You may not be guilty of sexual abuse, but are you abusing women in your mind?
Check your viewing and listening habits, and repent and confess any inordinate sexual thoughts you’ve indulged. As A.W. Tozer once said, “What we think about when we are free to think about what we will—that is what we are or will soon become.”
2) Condemn and Confront Sexual Abuse
Paige Patterson’s failure underscores the importance to confront and condemn sexual abuse swiftly. If you have acted irresponsibly in any case of sexual abuse or have failed to report it, you need to correct that mistake now. If you know of a brother or co-worker guilty of demeaning women, misogyny, or inappropriate comments, you need to take a stand and confront them scripturally.
If you have acted irresponsibly in any case of sexual abuse or have failed to report it, you need to correct that mistake now.
I personally know of a church where failure to acknowledge sexual sin was interpreted by the local media as a cover up. Sexual abuse is nothing to joke about, nor is it something to be ignored. Of course, this can get ugly and messy when it comes down to a “he said, she said” thing. If that’s the case with someone you know, advise the party to act on their own in reporting to the appropriate authorities.
3) Don’t Ignore the Root
The obvious question that needs to be asked is, “Why is there so much sexual abuse going on in America?” There seems to be a conspiracy of silence among the media on this point. According to what is being recorded, the problem is that men are predatory and naturally given to sexual abuse and violence. This is an area of society where it’s much easier to fix blame than fix the problem. However, the root of our societal ills lies in the hearts of us all (Mark 7:21-23). We are all sinful creatures that are prone toward evil. We need God’s grace and power to overcome sexual temptation. However, let me take this point a step further.
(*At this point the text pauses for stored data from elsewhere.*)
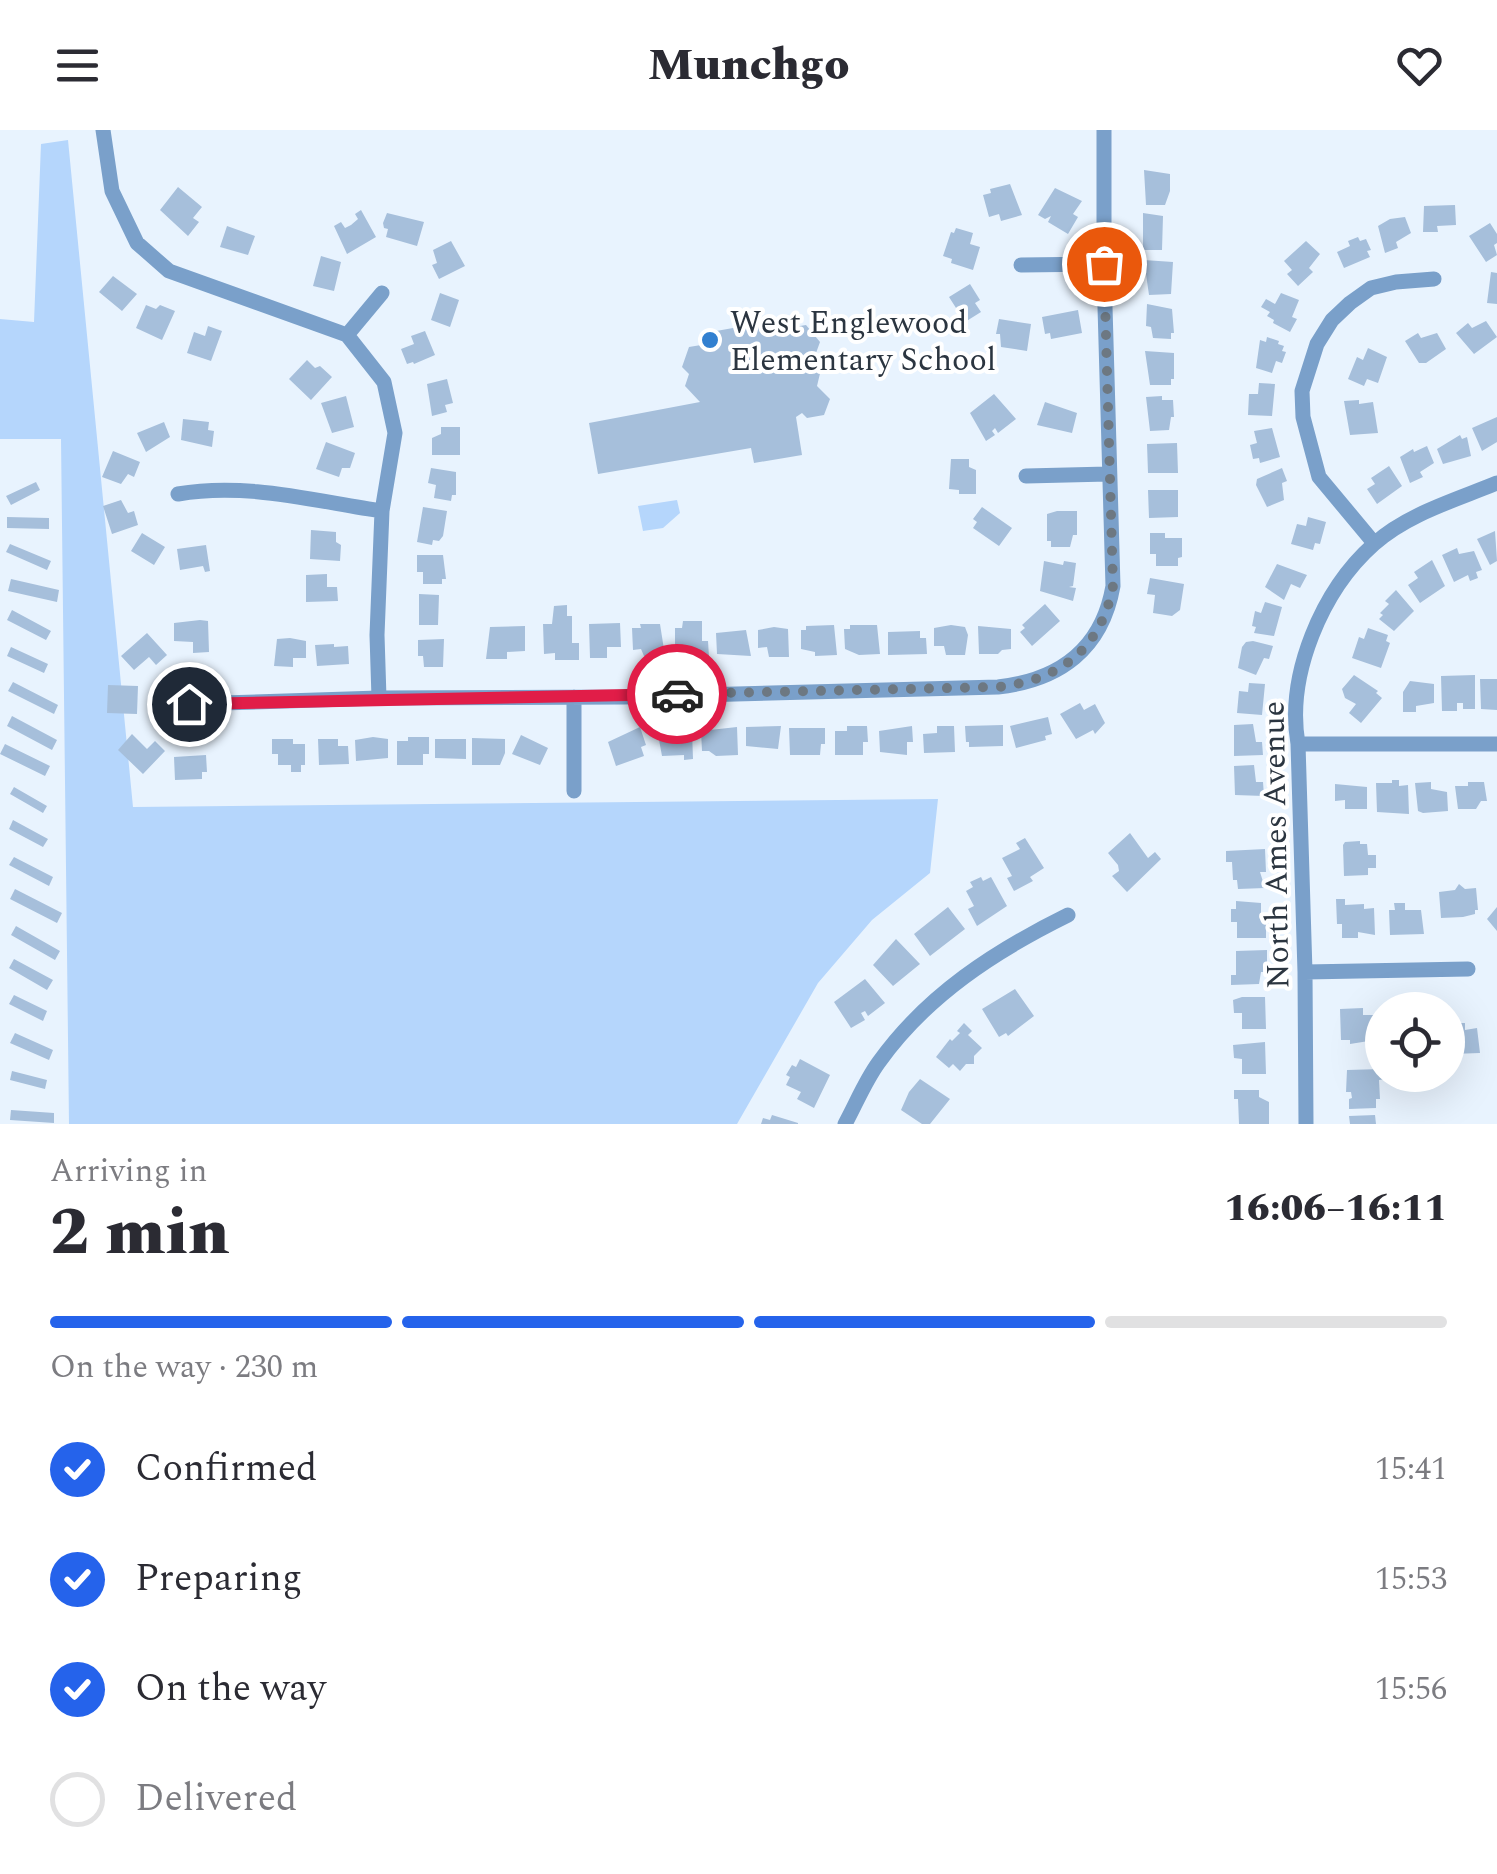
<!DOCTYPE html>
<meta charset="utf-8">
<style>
:root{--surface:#fff;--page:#f7f7f7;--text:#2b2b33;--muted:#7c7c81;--line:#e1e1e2;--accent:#2563eb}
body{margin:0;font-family:Spectral,serif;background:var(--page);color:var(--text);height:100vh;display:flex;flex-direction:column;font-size:38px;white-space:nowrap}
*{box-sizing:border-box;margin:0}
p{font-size:32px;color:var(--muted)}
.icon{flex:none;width:55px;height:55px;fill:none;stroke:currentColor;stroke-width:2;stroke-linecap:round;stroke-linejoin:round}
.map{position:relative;height:994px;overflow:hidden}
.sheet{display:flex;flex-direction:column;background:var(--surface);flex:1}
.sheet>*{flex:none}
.buttons{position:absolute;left:1365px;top:862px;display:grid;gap:20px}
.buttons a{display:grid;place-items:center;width:100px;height:100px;border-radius:50%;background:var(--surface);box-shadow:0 10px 40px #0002;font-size:50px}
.pin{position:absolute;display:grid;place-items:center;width:85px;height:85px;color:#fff;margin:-42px;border:5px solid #fff;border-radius:50%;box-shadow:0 2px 10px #0007}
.courier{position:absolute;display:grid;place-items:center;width:100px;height:100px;margin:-50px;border:8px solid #e11d48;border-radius:50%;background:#fff;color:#222;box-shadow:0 2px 12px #0007}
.headline em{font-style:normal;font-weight:800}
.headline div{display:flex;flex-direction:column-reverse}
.headline{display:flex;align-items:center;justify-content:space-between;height:170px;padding:0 50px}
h1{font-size:65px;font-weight:800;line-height:75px}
.bar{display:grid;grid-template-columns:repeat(4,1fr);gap:15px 10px;align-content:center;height:120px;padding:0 50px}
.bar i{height:12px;border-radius:8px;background:var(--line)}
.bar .on{background:var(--accent)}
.bar p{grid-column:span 4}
ol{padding:0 50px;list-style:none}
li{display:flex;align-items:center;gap:30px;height:110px}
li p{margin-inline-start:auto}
li .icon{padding:10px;border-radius:50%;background:var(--accent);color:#fff;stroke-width:4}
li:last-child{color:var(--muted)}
li i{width:55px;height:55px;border:5px solid var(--line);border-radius:50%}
header{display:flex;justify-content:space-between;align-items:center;height:130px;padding:0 50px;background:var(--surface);font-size:45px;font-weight:800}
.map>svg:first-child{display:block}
.green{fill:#b5d6fc}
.building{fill:#a6bfdb}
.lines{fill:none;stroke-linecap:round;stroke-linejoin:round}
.minor{stroke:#7aa0ca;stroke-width:15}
.done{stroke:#6d7882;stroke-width:10;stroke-dasharray:0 18}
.route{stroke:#e11d48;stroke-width:12}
.poi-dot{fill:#3280d0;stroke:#fff;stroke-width:4}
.labels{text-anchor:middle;stroke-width:8;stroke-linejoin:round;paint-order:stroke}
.poi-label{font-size:32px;fill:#2b3540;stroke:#fff;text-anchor:start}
.street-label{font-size:32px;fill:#2b3540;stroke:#fff}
</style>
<header><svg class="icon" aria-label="menu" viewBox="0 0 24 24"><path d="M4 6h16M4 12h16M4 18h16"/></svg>Munchgo<svg class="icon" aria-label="heart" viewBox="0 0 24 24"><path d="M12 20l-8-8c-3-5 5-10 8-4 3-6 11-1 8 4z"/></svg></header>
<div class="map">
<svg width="1497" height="994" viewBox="0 0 1497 994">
<rect width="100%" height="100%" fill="#e8f3fe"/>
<path class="green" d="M68,10L133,677L938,669L930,743L872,790L818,853L737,994H69L61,309H0V189L34,192L41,14Z
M677,370L680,383L663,398L643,401L638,376Z"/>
<path class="building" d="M1144,40L1170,44V61L1165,75H1146Z
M1010,54L1022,85L1001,91L999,84L989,87L983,65L991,63L990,59Z
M178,57L202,77L193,88L199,92L188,106L160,80Z
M1055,58L1082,71L1073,84L1078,87L1068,104L1048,92L1051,86L1045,89L1038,85Z
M1455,75L1456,95L1437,96L1438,102H1423L1424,76Z
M361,80L376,107L347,124L334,96L341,92L345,98L351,95L358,89L355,84Z
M387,83L424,92L417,116L386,107L388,99L384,98L383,93Z
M1143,83L1163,86L1162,120H1143Z
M1405,87L1411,103L1396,112L1398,118L1385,123L1378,96L1390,89Z
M1490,93L1497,104V113L1494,115L1497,125L1486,132L1469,106Z
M227,96L255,106L248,125L220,117Z
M956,98L973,103L970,114L980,117L973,140L951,133L952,129L943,126L951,102L954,103Z
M1358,107L1360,111L1366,109L1371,120L1367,121L1370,127L1344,138L1337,122L1350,116L1348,111Z
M451,111L465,136L439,149L432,135L437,133L433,120Z
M1306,111L1320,124L1309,138L1313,142L1298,156L1287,144L1292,140L1284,131Z
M321,126L341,132L334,161L313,156Z
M1144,130L1173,132L1171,164L1149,165Z
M1491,142L1497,143V174L1487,173Z
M113,146L137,164L122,181L99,162Z
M970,154L980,170L975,173L981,182L965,192L949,167Z
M440,163L459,170L450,197L431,190Z
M1281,163L1299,170L1292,187L1297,189L1290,202L1273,193L1274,190L1267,186L1270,182L1261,177L1266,169L1275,174Z
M1147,174L1172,179L1174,203H1171V209L1153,208L1151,197L1146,196Z
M146,175L156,179L160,175L175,181L162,210L136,198Z
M1078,180L1082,203L1051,209L1050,203L1045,204L1042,187Z
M786,189L794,197L806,195L820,212L816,223L823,231L817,256L830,269L824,285L807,288L802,283L796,287L802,325L754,333L751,318L598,344L589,293L700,272L685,256L689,244L682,237L689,217L701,215L705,203L733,198L738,193Z
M999,189L1031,194L1027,221L1001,217L1000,204H996Z
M1486,191L1497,207L1474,224L1456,203L1468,193L1472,198Z
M208,196L222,201L211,231L187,223L194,202L205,206Z
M425,201L435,225L414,234L413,232L407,234L401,219L414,214L411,206Z
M1418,203L1421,208L1437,203L1446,219L1426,233H1419L1405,211Z
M1267,207L1279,211L1278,214L1284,216L1282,221L1286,222L1282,233L1276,231L1272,243L1256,238L1260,210L1266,212Z
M1368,218L1387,227L1378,253L1367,249L1364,256L1348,249L1357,227L1363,230Z
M1145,221L1174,223V249H1171V255H1150Z
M307,230L315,238L320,236L332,247L311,270L289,249Z
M447,249L453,273L445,275L447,282L432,286L427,254Z
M1259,253L1275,254L1272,286L1248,285L1249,264H1258Z
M994,264L1016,289L998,303L995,298L992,301L995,305L986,311L970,283Z
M346,266L354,297L332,303L321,273Z
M1162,266V270H1173L1174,287H1171L1169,300L1150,301L1146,267Z
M1359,270V274L1373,272L1378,303L1350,305L1344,271Z
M1045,272L1077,283L1072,303L1037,295Z
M1497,287V312L1482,321L1472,298Z
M183,289L209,292L208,300L214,301L212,317L181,310Z
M164,292L170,307L146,322L137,303Z
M441,297H460V325H432V308L441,304Z
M1272,298L1280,327L1260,333L1259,328L1253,329L1250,315L1257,313L1254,301Z
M1460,305L1462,309L1467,307L1471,326L1443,334L1437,319Z
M326,312L355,323L350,338H342L339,347L316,339Z
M1177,313L1178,343H1148L1147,314Z
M1427,316L1434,333L1420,342L1423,347L1410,353L1400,327L1413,319L1414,322Z
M113,321L140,332L134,347L128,344L121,354L102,347Z
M951,329H969V337L976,340V364H959V360L949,359Z
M1389,336L1402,356L1377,374L1367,359L1375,354L1371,348Z
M431,338L456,342V365H452L451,371L434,368L436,355L428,353Z
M1282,338L1287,351L1282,353L1284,370L1267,377L1256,355L1257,349Z
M36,352L40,360L11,375L6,366Z
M1148,360H1178V387L1149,388Z
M121,370L128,383L134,381L138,395L112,404L103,376Z
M423,377L447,381L443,406L439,411L433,410L432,415L417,412Z
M982,377L1012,398L999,416L973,398L977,392L973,389Z
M1057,381H1077V405H1073L1070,417H1051V411H1047V384Z
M7,387L49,388V399L7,398Z
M1308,387L1326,392L1320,414L1315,413L1313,420L1291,414L1297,394L1306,396Z
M311,400L336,402V412L341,415L340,431L310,429Z
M1495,401L1497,431L1490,435L1477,409Z
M142,403L165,417L154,435L131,421Z
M1150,403H1165V408H1182V427L1178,428V436H1156V424H1150Z
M10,414L51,431L47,440L6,422Z
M206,415L210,441L205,442L203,436L180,440L177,419Z
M1457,418L1459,424L1474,421L1482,440L1476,442L1478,448L1470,451L1468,445L1454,452L1442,425Z
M417,425H443L446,449H442V454H423V442H417Z
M1432,430L1445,456L1420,473L1408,455L1418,448L1414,442Z
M1044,431L1063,435L1064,431L1076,433L1073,456L1069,457L1076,458L1073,471L1040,461Z
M1277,434L1307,445L1300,458L1291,454L1284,470L1265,457Z
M327,444V457H337L338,471L306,472V445Z
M1150,448L1184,454L1180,480L1172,486L1153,483L1155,465L1147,464Z
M11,449L59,460L57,472L8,461Z
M1396,460L1414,481L1394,501L1379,489L1383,485L1380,483L1389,474L1385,471Z
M419,464L439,465L438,495H419Z
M1265,472L1282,477L1274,506L1254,503L1256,497L1252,496L1255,481L1261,483Z
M1045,474L1060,491L1032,516L1020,502L1025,498L1022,495Z
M567,475V486H572V513H579V530H555V523L544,524L543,494H552L554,476Z
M12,480L51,501L46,510L7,490Z
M200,490L208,491L209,522L193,523V512L174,511V493Z
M683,491H702V511H708L709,527L687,526V521H675V498H682Z
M620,493L621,517H607V528H590L589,494Z
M640,494H660L665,526H644L641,519L633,520L632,498H641Z
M834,495L837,525L815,526V522L801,519V500H806V496Z
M850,495H877L880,524L859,525L845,519L844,499H850Z
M951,495L965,497L968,505L965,525H946L944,516H934V498Z
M525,496V521L507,522V529H486L490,497Z
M978,496L1011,499V519L1002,520L998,524H979Z
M774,497L788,499L789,527H769L767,517L758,518V500Z
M1368,498L1388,505L1386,511L1390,513L1381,538L1352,528L1359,507L1364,509Z
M746,500L751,526L717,524L716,503Z
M920,501V508H926L927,524L888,525V502Z
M147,503L167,525L156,535L149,527L134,540L121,526Z
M290,508L306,511V528H293V537L274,536L277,509Z
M444,509L443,537H424L423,526H418V510Z
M1253,511L1273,516L1269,529L1264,528L1256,545L1238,538L1242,517L1246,512Z
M334,514V517L348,516L349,534L317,536L315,515Z
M11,517L48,534L44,543L7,526Z
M1354,545L1378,561L1376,563L1382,568L1361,593L1349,583L1356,574L1345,568L1342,559Z
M1475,545V579H1463V573H1457V581H1442L1441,546Z
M1480,549H1497V580L1481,579Z
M1410,551L1434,554V573L1416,576V582H1403V562Z
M13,552L58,575L54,584L8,561Z
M1249,553L1265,554L1262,585L1237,583L1239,561L1248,562Z
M108,555L138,556L137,584L107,583Z
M1080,573L1084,580L1095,574L1105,593L1095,604L1093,600L1076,609L1060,584Z
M12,586L57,610L52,620L7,596Z
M1048,587L1052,604L1045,606L1046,610L1016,618L1010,596Z
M1253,594L1256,612H1262L1263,625L1234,626V595Z
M1003,595V616L969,617V612H966L965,596Z
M781,596L778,619L746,616V597Z
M847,596H867L868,612H863V625H835V601H847Z
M912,596L913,612H907V625L880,622L879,601Z
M937,596H954L955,622L924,623L923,604L937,603Z
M640,597L646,615L641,617L644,626L616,636L608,612Z
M737,597L738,625L716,626L709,621H702L701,601Z
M678,598V602L692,601L693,629L684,630V625L662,626L657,599Z
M789,598H825V614H821L820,625H790Z
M132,604L147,619L155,611L165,621L143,644L118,620Z
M521,605L548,618L540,635L512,624Z
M373,607L388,609V628L356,631L355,610Z
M408,607H429V624H423V635H397V611H408Z
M472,608L505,609V623L500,635H472Z
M272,609H293V614H305V635H301V642H291V635H278V624H272Z
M318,609H338V616H348L349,634L319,635Z
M435,609H466V629L435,628Z
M5,614L50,636L45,646L0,624Z
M206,625L207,642H202V649L175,650L174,627Z
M1254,635L1256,652H1263L1264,666L1235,665L1234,636Z
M1392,650H1399V656L1408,655L1409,684L1377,682L1376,653H1392Z
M1431,652V659L1447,662L1448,681L1423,683L1418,681L1415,653Z
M1468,652H1484L1487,671H1481L1476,679H1458L1455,656H1468Z
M1335,654L1367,657V679H1345V670L1335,671Z
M14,657L47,676L43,683L10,664Z
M13,690L48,709L43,717L9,699Z
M1130,703L1148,728L1155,722L1161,729L1127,762L1112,746L1119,741L1118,735L1108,723Z
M1025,708L1044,738L1030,747L1033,751L1014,761L1007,748L1012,746L1002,728L1020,719L1016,713Z
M1360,711V714H1367L1368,725H1376V738H1368V745L1344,746L1343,715L1345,712Z
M1265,719L1266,742H1260L1265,758L1238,759L1237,750H1233L1232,732H1226V721Z
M14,727L53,747L49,756L9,735Z
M981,747L983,751L991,747L1007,776L977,796L968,779L974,776L966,761L973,757L970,752Z
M1459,754L1465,759L1476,758L1478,780H1475V784L1463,787L1441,788L1439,762L1455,760Z
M15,759L62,783L57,793L10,769Z
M1336,769H1345V775L1364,774V779L1374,778L1375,805L1358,802V808H1342V794H1337Z
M1236,771L1261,773V786H1266V808H1237V792H1231V779H1236Z
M1394,773H1405V780H1421L1424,804L1390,805L1389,780H1395Z
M948,777L965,799L930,826L914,804Z
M1497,777V801L1487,789Z
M16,796L60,821L55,830L11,805Z
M896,809L920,834L893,856L873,835Z
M1267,820V842H1261L1259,854L1231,855V845H1236V821Z
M14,829L53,850L47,860L9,838Z
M865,849L885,873L868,886L865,881L861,883L865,890L851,898L834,872Z
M1015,859L1034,886L1008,906L1006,903L999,907L982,879Z
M14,865L47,881L43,891L9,874Z
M1242,867H1265L1266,899H1242V883H1234L1233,870Z
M1363,878V885H1377L1375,910L1350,914V910H1341L1340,879Z
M964,893L972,901L968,905L982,918L974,926V934H966L960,941L953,934L949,938L936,927L950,909L952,911L960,903L957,901Z
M1448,893H1465V900L1477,898L1480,923L1452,924Z
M15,903L53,920L49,930L10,913Z
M1265,912L1266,944H1242V929L1234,928L1233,915Z
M800,929L830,945L814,978L797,969L801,962L786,955L790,947L786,945L792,935L796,937Z
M1382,939L1386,949L1379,950L1380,969H1376V978L1349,979V969L1352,968L1351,962H1346L1347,940Z
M12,941L47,950L45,959L10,950Z
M920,949L950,969L930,994H922L901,980L909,962Z
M1234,960H1259V967L1269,972V994H1239L1238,969H1234Z
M11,980L54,983V993L10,990Z
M772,985L798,993V994H761L763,988L770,990Z
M1375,985L1376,994H1350L1349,986Z"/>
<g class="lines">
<path class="minor" d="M103,0L112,61L137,113L169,141L347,205L384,252L395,303L382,381L377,505L379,568
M1021,135L1104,134
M347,205L382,163
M1026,346L1108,344
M178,364C246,352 314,371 382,381
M1374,413L1319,347L1303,287L1302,261L1317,214L1332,190L1350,173L1371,158L1396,152L1434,149
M574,567V661
M189,574L379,568L624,567L998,557C1060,550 1102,519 1113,456L1104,142V0
M1298,614H1497
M1305,842L1468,839
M845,994C856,974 865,951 879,932C927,865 995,821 1068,785
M1306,994L1305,842L1298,614C1286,545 1322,460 1374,414C1407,384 1456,370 1497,353"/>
</g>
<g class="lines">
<path class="done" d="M677,564L998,557C1060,550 1101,519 1113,456L1104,134"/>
<path class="route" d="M189,574L677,564"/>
</g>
<circle class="poi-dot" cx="710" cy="210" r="10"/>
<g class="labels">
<g class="poi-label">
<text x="730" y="203">West Englewood<tspan x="730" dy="37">Elementary School</tspan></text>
</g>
<g class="street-label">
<text transform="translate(1275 715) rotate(-91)" y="11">North Ames Avenue</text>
</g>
</g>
</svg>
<div class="buttons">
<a><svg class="icon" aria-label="locate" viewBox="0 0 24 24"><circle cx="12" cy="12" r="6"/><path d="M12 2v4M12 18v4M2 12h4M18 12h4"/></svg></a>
</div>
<div class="pin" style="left:1104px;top:134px;background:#ea580c"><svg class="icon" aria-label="bag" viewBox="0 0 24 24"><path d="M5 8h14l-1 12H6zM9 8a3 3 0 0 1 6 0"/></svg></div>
<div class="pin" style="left:189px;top:574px;background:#1f2937"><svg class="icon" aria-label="home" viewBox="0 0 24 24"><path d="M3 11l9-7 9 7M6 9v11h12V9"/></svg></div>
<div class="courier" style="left:677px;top:564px"><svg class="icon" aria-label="car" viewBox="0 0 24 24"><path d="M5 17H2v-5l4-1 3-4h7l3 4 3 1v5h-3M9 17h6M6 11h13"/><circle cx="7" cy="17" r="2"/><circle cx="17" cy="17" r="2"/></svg></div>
</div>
<section class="sheet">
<div class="headline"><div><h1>2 min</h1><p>Arriving in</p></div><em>16:06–16:11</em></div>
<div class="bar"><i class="on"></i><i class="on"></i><i class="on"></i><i></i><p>On the way · 230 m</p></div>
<ol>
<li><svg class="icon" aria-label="check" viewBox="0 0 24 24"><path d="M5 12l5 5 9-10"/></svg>Confirmed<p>15:41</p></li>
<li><svg class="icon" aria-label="check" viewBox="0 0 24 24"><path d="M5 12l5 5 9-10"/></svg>Preparing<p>15:53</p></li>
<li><svg class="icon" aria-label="check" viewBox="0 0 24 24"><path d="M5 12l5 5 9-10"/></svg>On the way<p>15:56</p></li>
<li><i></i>Delivered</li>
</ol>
</section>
For from within, out of the heart of man, come evil thoughts, sexual immorality, theft, murder, adultery, coveting, wickedness, deceit, sensuality, envy, slander, pride, foolishness. (Mark 7:21-22)
The blame should also be laid on public education that teaches children they descended from animals, and then act surprised when they begin to act like animals. Hollywood is complicit by pumping out movies that glorify and romanticize sexual sin. And what about the producers of video games that portray violent sexual behavior and misogynistic content? The music industry should not be overlooked for its part in promoting sexual abuse. Under the right of “free speech” all sorts of ungodly and perverse conduct remains protected. And finally, dare I say it? The world of fashion is culpable as well. Women dress immodestly, even provocatively, put it out on social media for all to see, and then wonder why men come on to them? (e.g., “Toblerone tunnels” are the latest disturbing social media body trend.) There’s a reason why the Bible tells women to adorn themselves in modest apparel.
By God’s grace, we can learn from the mistakes of those who fall to the same lusts with which we all struggle. Brothers, I beg you, guard your heart and mind, condemn and confront abuse when you become aware of it, and don’t forget the source from which it all springs; the fallen heart of all men. Do it for the sake of the gospel, your testimony, and for the glory of God.